Saved entries
--*--

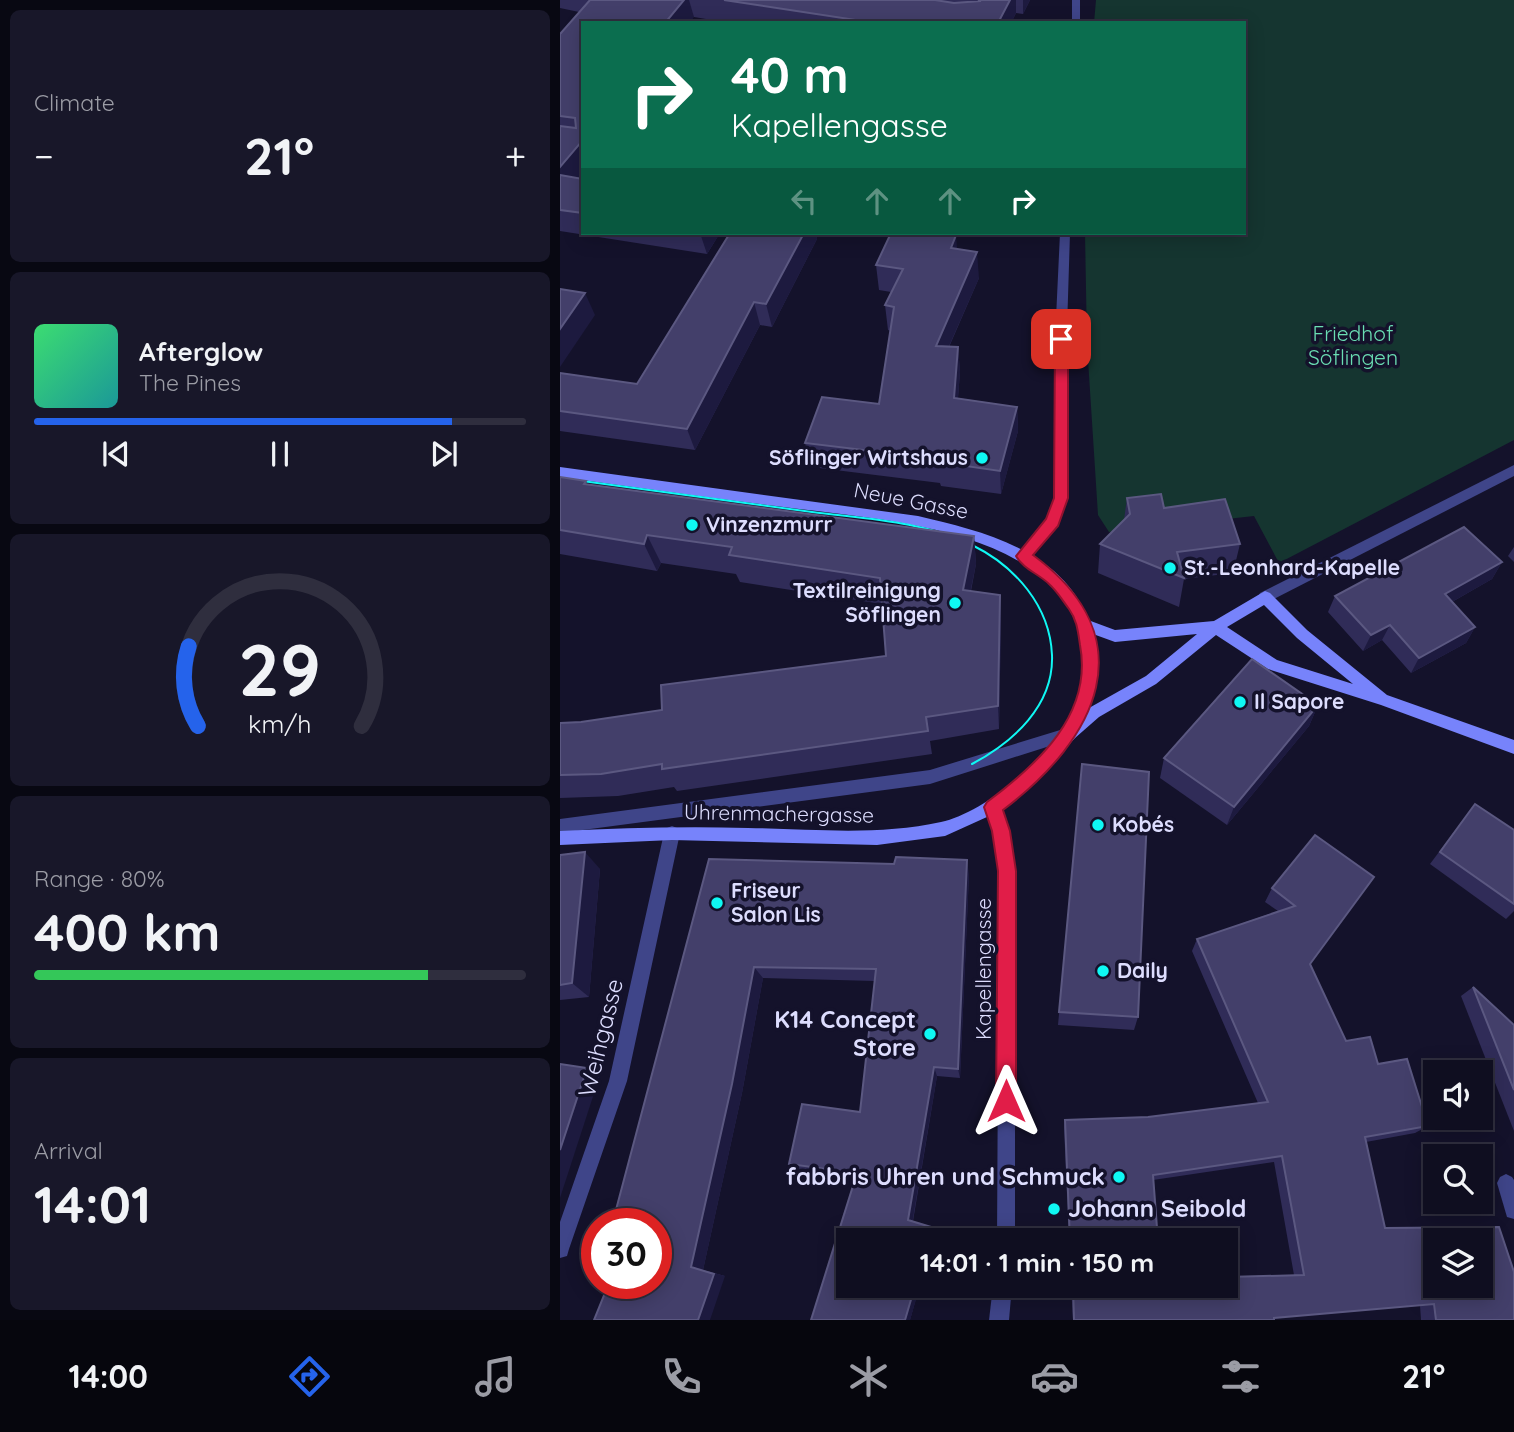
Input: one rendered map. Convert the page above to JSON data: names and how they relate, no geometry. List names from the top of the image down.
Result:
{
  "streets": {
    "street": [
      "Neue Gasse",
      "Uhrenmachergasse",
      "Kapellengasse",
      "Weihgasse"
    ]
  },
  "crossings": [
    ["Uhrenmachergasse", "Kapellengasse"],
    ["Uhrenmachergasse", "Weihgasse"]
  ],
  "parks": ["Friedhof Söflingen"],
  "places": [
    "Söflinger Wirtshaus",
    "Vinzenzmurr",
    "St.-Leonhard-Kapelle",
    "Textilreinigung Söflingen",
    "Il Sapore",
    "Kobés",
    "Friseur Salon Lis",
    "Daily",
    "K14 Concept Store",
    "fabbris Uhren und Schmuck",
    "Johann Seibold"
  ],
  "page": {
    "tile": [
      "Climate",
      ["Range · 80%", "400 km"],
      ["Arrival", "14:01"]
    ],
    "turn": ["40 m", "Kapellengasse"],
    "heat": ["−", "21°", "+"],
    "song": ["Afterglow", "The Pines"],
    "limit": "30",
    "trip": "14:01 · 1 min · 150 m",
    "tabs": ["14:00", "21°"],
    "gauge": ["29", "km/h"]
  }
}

--*--

PROBLEM: Go through the records and repeat each one exactly, skipping anything that is a picture.

COMPLETED TASK:
Input: one rendered map. Convert the page above to JSON data: names and how they relate, no geometry. List names from the top of the image down.
Result:
{
  "streets": {
    "street": [
      "Neue Gasse",
      "Uhrenmachergasse",
      "Kapellengasse",
      "Weihgasse"
    ]
  },
  "crossings": [
    ["Uhrenmachergasse", "Kapellengasse"],
    ["Uhrenmachergasse", "Weihgasse"]
  ],
  "parks": ["Friedhof Söflingen"],
  "places": [
    "Söflinger Wirtshaus",
    "Vinzenzmurr",
    "St.-Leonhard-Kapelle",
    "Textilreinigung Söflingen",
    "Il Sapore",
    "Kobés",
    "Friseur Salon Lis",
    "Daily",
    "K14 Concept Store",
    "fabbris Uhren und Schmuck",
    "Johann Seibold"
  ],
  "page": {
    "tile": [
      "Climate",
      ["Range · 80%", "400 km"],
      ["Arrival", "14:01"]
    ],
    "turn": ["40 m", "Kapellengasse"],
    "heat": ["−", "21°", "+"],
    "song": ["Afterglow", "The Pines"],
    "limit": "30",
    "trip": "14:01 · 1 min · 150 m",
    "tabs": ["14:00", "21°"],
    "gauge": ["29", "km/h"]
  }
}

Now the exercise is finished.